--- What to work on ---
Return each line of the records holding the string "rotate".
(Data shown begins)
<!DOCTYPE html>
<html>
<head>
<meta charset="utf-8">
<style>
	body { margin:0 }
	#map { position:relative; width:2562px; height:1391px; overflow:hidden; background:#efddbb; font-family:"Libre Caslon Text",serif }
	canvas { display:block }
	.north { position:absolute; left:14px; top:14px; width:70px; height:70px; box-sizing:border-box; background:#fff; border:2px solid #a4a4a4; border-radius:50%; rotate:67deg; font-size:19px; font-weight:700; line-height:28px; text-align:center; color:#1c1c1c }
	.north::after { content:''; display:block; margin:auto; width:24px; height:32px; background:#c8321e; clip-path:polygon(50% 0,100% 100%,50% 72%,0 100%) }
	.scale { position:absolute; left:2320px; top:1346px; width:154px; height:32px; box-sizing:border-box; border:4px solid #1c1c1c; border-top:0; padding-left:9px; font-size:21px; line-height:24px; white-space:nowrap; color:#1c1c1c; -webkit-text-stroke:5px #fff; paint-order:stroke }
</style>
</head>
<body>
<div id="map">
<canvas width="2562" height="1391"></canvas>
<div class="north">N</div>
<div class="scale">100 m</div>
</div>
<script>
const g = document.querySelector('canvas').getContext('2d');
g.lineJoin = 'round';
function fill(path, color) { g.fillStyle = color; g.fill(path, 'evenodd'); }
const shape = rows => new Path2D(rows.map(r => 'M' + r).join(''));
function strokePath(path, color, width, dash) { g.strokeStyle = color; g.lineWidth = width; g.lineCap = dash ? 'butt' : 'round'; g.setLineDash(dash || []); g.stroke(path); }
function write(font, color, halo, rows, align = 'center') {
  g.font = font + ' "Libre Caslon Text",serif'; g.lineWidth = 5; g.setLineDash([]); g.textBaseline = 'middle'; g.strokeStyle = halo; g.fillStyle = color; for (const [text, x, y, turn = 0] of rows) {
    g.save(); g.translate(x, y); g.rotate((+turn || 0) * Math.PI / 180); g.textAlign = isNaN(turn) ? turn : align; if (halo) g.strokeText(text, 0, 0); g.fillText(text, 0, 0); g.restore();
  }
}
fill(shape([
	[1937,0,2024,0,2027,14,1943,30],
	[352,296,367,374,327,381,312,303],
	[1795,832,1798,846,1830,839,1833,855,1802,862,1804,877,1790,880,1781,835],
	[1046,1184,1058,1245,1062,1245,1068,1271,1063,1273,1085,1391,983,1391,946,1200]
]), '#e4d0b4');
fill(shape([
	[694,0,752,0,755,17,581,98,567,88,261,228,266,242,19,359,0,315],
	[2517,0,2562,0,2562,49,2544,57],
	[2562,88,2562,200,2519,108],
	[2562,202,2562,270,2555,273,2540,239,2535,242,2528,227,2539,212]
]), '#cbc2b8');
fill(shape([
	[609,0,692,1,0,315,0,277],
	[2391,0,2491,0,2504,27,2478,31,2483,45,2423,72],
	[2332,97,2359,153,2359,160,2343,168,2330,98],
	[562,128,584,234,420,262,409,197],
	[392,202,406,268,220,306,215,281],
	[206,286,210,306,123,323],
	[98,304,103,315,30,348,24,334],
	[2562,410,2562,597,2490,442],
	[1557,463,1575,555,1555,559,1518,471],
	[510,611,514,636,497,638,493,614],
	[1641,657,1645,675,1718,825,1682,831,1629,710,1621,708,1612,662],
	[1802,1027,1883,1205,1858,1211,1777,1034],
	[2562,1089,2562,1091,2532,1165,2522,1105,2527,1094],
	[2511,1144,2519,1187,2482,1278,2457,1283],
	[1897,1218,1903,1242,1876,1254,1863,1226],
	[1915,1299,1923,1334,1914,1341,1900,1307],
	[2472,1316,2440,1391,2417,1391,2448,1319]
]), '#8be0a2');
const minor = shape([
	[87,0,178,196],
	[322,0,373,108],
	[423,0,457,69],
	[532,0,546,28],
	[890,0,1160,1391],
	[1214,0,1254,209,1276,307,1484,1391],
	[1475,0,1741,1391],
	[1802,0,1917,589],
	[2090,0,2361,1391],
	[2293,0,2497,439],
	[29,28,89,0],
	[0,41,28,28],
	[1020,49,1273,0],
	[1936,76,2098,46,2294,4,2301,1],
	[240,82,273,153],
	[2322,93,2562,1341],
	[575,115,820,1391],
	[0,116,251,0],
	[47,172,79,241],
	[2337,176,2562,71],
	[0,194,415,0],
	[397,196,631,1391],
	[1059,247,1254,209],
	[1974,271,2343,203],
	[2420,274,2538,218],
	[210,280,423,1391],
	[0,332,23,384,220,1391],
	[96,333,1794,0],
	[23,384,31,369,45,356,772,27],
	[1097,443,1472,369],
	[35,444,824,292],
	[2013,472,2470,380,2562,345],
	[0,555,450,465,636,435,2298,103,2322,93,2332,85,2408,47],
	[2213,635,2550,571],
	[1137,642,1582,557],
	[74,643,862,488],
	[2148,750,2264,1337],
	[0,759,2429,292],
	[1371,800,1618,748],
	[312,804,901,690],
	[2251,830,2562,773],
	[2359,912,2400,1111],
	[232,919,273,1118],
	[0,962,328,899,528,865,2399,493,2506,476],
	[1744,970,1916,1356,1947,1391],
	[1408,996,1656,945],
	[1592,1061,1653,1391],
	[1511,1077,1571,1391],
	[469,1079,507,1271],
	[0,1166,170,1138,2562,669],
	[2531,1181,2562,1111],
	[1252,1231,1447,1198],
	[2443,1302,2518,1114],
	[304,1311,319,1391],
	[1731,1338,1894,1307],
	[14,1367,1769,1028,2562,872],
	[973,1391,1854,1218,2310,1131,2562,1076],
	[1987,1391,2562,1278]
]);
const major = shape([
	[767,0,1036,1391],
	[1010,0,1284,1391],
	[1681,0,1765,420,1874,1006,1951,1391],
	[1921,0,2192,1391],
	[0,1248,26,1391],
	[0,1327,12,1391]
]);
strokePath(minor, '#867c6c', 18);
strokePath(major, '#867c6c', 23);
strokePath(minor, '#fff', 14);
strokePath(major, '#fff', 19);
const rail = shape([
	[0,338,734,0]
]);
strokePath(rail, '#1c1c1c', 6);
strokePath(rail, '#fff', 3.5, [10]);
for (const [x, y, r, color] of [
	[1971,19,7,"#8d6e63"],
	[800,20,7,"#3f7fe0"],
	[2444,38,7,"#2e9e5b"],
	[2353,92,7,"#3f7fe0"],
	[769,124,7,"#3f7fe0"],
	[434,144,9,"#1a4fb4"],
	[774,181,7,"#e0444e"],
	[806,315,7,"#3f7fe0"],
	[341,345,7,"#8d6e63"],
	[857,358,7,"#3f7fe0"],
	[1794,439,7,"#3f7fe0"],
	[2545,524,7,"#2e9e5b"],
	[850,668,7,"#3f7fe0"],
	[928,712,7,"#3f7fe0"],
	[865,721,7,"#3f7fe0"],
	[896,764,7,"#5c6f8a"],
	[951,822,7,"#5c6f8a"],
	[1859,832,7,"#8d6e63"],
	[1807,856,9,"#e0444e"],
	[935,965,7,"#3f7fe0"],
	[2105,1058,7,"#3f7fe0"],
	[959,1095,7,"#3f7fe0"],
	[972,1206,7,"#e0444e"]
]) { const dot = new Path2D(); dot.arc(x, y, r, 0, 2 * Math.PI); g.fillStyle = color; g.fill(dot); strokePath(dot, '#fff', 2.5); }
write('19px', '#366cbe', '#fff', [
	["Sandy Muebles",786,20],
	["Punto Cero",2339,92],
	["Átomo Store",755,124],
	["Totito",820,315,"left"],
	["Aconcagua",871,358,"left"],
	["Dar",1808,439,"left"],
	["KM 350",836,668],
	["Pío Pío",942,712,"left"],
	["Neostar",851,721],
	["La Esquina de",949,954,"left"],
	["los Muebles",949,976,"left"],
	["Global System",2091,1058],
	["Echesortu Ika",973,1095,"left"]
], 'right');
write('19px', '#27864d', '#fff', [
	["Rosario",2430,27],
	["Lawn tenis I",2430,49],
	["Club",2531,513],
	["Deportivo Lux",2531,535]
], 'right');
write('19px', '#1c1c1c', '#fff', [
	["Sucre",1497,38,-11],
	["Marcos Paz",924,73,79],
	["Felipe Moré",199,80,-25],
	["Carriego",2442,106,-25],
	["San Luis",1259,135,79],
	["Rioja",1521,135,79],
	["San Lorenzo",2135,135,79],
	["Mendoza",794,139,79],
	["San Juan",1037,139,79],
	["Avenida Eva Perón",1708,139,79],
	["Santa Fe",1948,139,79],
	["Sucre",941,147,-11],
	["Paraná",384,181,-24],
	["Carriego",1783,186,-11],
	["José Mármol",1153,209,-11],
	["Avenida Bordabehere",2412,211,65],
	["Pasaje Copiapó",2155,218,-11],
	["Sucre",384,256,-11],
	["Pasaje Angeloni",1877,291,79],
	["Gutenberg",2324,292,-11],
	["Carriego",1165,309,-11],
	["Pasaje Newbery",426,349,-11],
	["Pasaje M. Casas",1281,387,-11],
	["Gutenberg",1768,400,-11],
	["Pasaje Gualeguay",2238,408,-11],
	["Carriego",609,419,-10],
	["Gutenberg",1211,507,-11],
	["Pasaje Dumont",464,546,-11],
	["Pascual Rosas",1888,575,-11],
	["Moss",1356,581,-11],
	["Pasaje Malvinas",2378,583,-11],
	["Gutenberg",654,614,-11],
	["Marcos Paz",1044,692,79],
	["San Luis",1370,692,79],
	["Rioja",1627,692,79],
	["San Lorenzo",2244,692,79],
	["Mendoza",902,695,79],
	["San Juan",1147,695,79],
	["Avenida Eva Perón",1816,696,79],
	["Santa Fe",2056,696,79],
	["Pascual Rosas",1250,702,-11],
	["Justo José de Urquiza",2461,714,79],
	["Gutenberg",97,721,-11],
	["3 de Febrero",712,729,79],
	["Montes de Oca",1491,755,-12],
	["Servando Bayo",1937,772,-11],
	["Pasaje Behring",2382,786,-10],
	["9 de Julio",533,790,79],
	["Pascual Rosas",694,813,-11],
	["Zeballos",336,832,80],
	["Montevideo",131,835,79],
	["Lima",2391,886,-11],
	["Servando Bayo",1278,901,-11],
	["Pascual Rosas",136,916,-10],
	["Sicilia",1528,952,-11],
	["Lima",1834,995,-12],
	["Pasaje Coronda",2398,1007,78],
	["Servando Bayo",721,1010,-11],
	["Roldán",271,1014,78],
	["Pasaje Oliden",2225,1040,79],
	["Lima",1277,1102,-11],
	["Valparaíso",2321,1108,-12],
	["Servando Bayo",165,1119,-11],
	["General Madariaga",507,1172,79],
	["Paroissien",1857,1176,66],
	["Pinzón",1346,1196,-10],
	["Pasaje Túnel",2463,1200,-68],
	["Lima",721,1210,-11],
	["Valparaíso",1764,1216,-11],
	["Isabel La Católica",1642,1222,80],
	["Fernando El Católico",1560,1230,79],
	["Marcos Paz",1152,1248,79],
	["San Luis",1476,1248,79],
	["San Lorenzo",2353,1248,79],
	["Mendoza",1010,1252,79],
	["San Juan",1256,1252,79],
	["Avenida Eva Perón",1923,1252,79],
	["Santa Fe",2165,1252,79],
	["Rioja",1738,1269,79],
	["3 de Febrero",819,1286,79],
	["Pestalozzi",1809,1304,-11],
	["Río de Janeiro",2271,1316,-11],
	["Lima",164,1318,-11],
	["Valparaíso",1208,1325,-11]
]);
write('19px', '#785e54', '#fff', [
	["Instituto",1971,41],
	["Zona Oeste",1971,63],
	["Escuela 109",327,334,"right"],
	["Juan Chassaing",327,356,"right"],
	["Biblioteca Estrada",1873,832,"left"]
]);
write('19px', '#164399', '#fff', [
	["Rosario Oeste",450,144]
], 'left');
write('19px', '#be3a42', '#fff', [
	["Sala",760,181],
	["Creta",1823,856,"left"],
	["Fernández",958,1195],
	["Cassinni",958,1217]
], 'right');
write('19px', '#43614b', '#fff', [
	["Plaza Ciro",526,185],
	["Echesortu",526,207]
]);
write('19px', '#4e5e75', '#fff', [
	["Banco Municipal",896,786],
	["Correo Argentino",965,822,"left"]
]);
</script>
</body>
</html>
(Data shown ends)
--- Completed task ---
	.north { position:absolute; left:14px; top:14px; width:70px; height:70px; box-sizing:border-box; background:#fff; border:2px solid #a4a4a4; border-radius:50%; rotate:67deg; font-size:19px; font-weight:700; line-height:28px; text-align:center; color:#1c1c1c }
    g.save(); g.translate(x, y); g.rotate((+turn || 0) * Math.PI / 180); g.textAlign = isNaN(turn) ? turn : align; if (halo) g.strokeText(text, 0, 0); g.fillText(text, 0, 0); g.restore();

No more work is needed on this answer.